In [4]:
import os
import re
from datetime import datetime
import pandas as pd

In [23]:
# List the submitted classifiers folders
submitted_classifiers = [folder for folder in os.listdir(".") if os.path.isdir(folder) and re.search(r"\d", folder)]
classifier_conf = [float(s.split("-")[1]) for s in submitted_classifiers]

# remove the cls tha conf < threshold
THRESHOLD_CONF = 0.6
submitted_classifiers = [c for c, conf in zip(submitted_classifiers, classifier_conf) if conf >= THRESHOLD_CONF]
classifier_conf = [conf for conf in classifier_conf if conf >= THRESHOLD_CONF]

# Remove duplicated classifier with non-max conf in group (keep the max for each classifier)
# Remove duplicated classifiers and keep the one with the maximum confidence
classifier_dict = {}
for c, conf in zip(submitted_classifiers, classifier_conf):
    classifier_name = c.split("-")[0]  # Extract classifier name (assumes format "name-conf")
    if classifier_name not in classifier_dict or conf > classifier_dict[classifier_name][1]:
        classifier_dict[classifier_name] = (c, conf)
submitted_classifiers = [item[0] for item in classifier_dict.values()]
classifier_conf = [item[1] for item in classifier_dict.values()]

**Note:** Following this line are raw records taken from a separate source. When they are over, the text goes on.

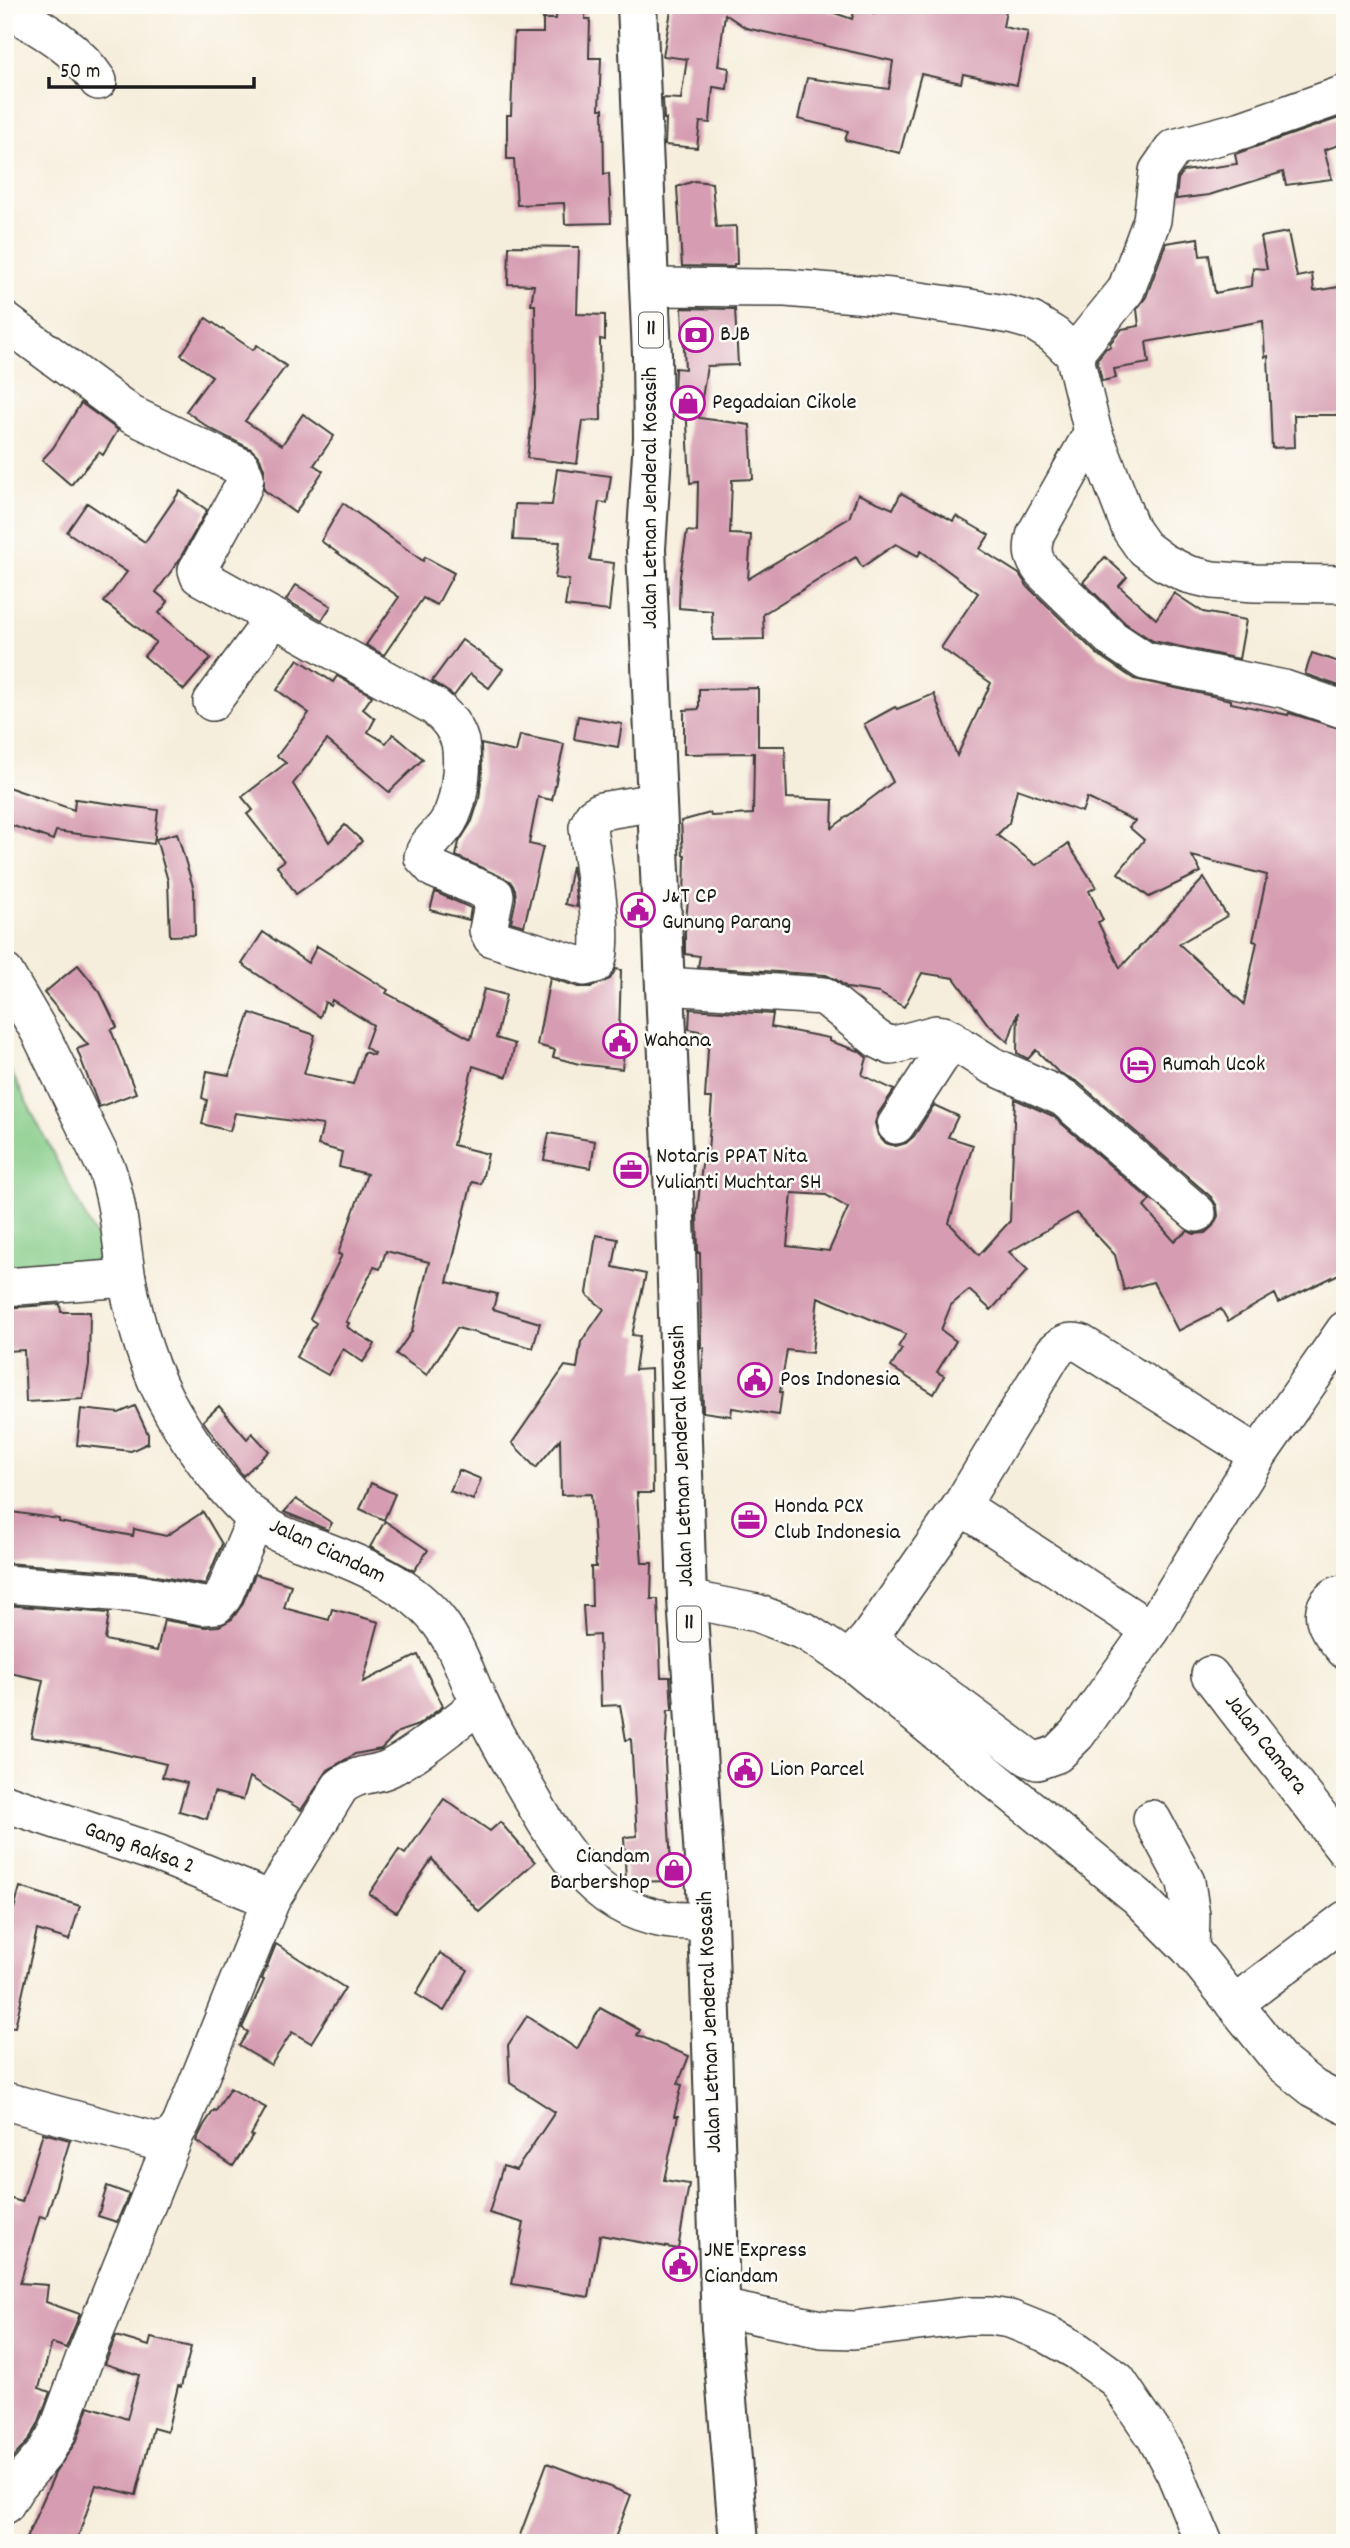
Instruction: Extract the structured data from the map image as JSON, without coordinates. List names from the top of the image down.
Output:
{
  "streets": {
    "highway": ["11", "Jalan Letnan Jenderal Kosasih"],
    "street": ["Jalan Ciandam", "Jalan Camara", "Gang Raksa 2"]
  },
  "crossings": [
    ["Jalan Letnan Jenderal Kosasih", "Jalan Ciandam"]
  ],
  "places": {
    "bank": ["BJB"],
    "shop": ["Pegadaian Cikole", "Ciandam Barbershop"],
    "public building": [
      "J&T CP Gunung Parang",
      "Wahana",
      "Pos Indonesia",
      "Lion Parcel",
      "JNE Express Ciandam"
    ],
    "hotel": ["Rumah Ucok"],
    "office": ["Notaris PPAT Nita Yulianti Muchtar SH", "Honda PCX Club Indonesia"]
  },
  "scale_bar": "50 m"
}
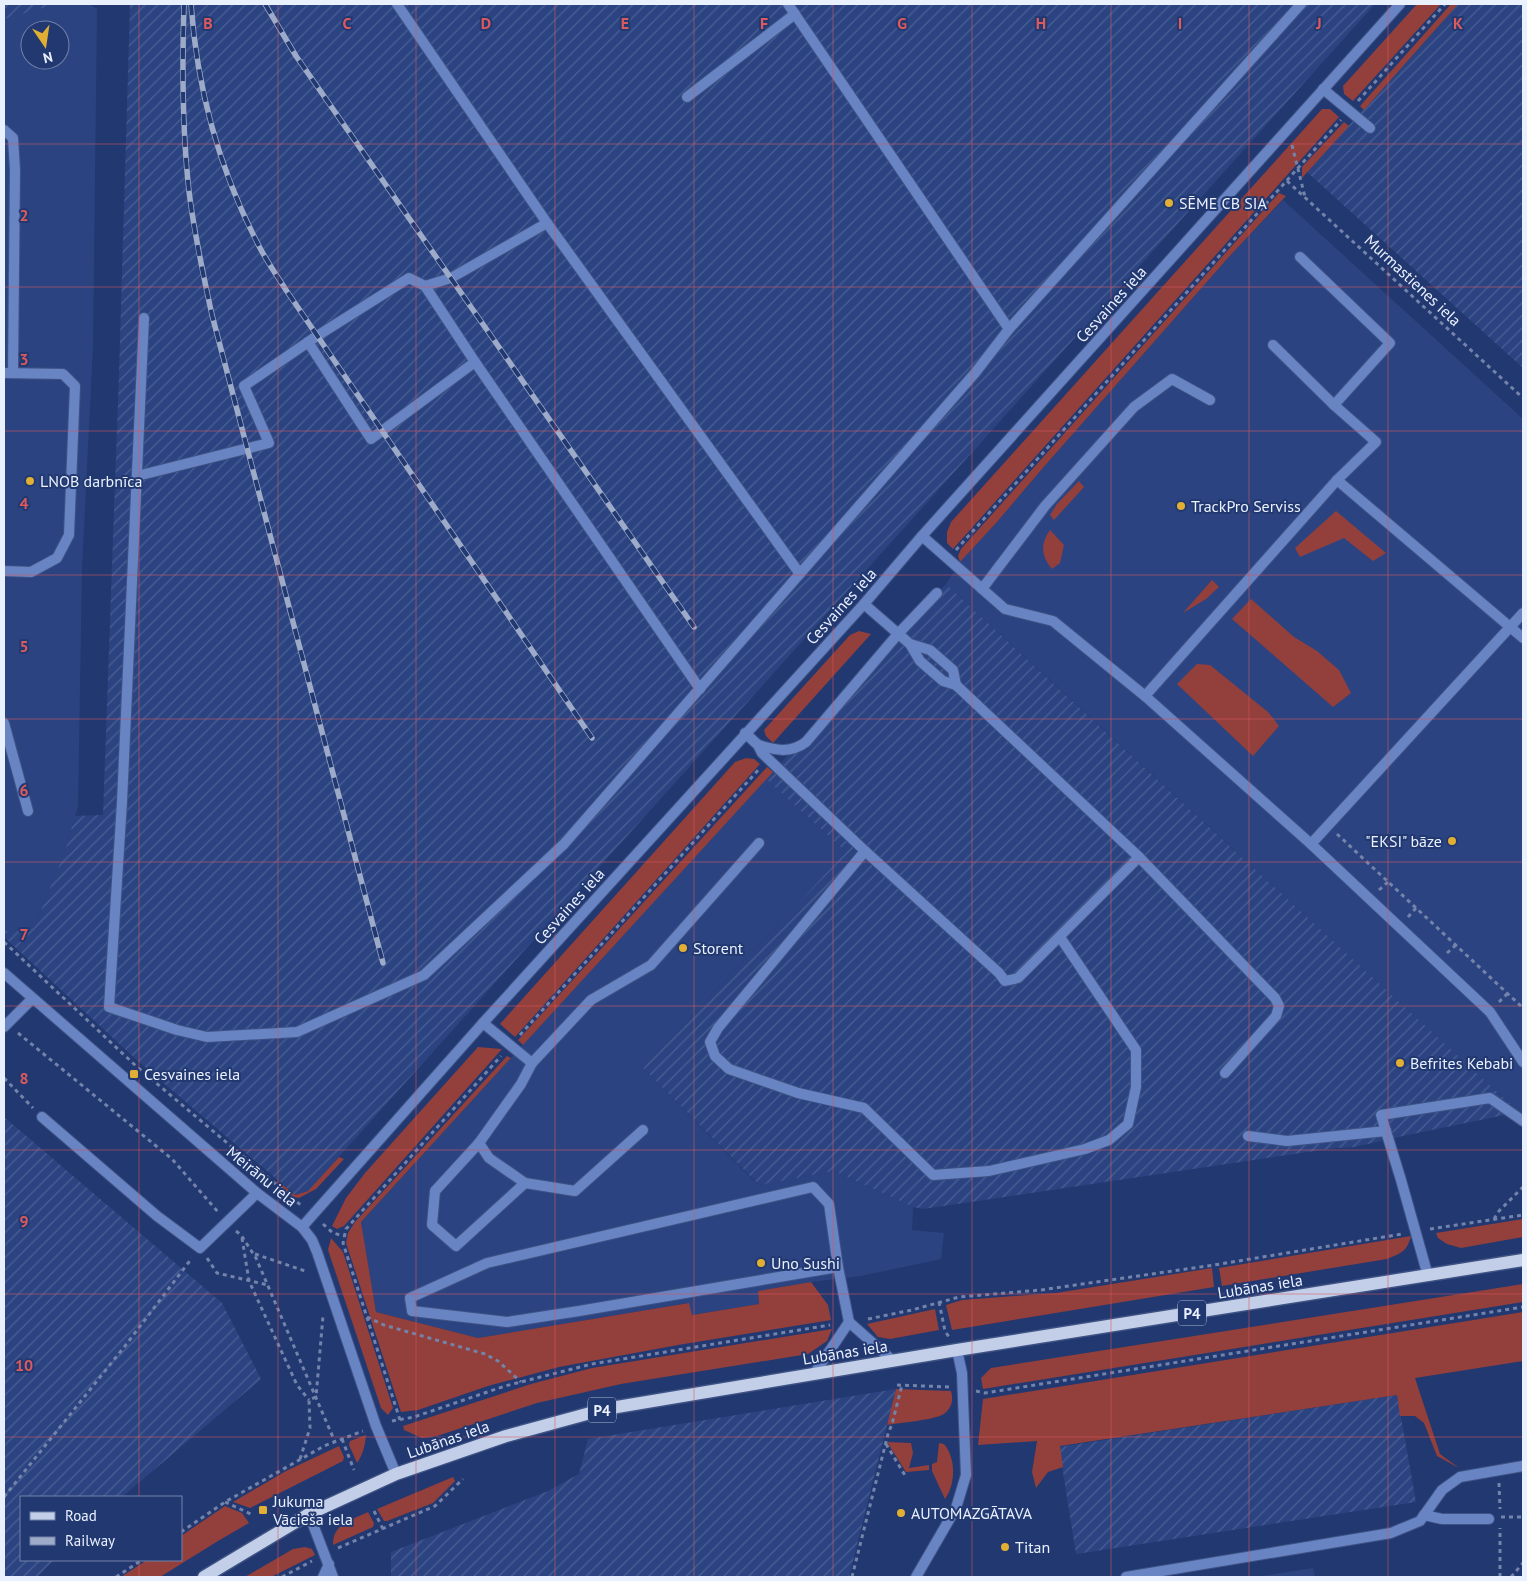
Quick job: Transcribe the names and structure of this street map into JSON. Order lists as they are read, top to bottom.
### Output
{
  "streets": {
    "main road": ["Lubānas iela", "P4"],
    "street": ["Cesvaines iela", "Meirānu iela"],
    "path": ["Murmastienes iela"]
  },
  "crossings": [
    ["Cesvaines iela", "Meirānu iela"],
    ["Meirānu iela", "Lubānas iela"]
  ],
  "places": {
    "other": [
      "SĒME CB SIA",
      "LNOB darbnīca",
      "TrackPro Serviss",
      "\"EKSI\" bāze",
      "Storent",
      "Befrites Kebabi",
      "Uno Sushi",
      "AUTOMAZGĀTAVA",
      "Titan"
    ],
    "transit": ["Cesvaines iela", "Jukuma Vācieša iela"]
  },
  "legend": ["Road", "Railway"],
  "north": "bottom",
  "grid": {
    "columns": [
      "B",
      "C",
      "D",
      "E",
      "F",
      "G",
      "H",
      "I",
      "J",
      "K"
    ],
    "rows": [
      "2",
      "3",
      "4",
      "5",
      "6",
      "7",
      "8",
      "9",
      "10"
    ]
  }
}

for c, conf in zip(submitted_classifiers, classifier_conf):
    print(f"{c.split('-')[0]} - {conf}")

CNNBinaryClassifier - 0.64843
LogisticRegression - 0.63281
MLPClassifier - 0.72656
BaggingClassifier - 0.71875


In [24]:
# 1 level subfolder is the parameter
submitted_classifiers_params = [os.listdir(classifier)[0] for classifier in submitted_classifiers]

# csv in the subfolder is the predictions
predictions_csvs = []
for classifier, param in zip(submitted_classifiers, submitted_classifiers_params):
    # Append file in the subfolder if is .csv
    for file in os.listdir(os.path.join(classifier, param)):
        if file.endswith(".csv"):
            predictions_csvs.append(os.path.join(classifier, param, file))

predictions_dfs = [pd.read_csv(csv).sort_index() for csv in predictions_csvs]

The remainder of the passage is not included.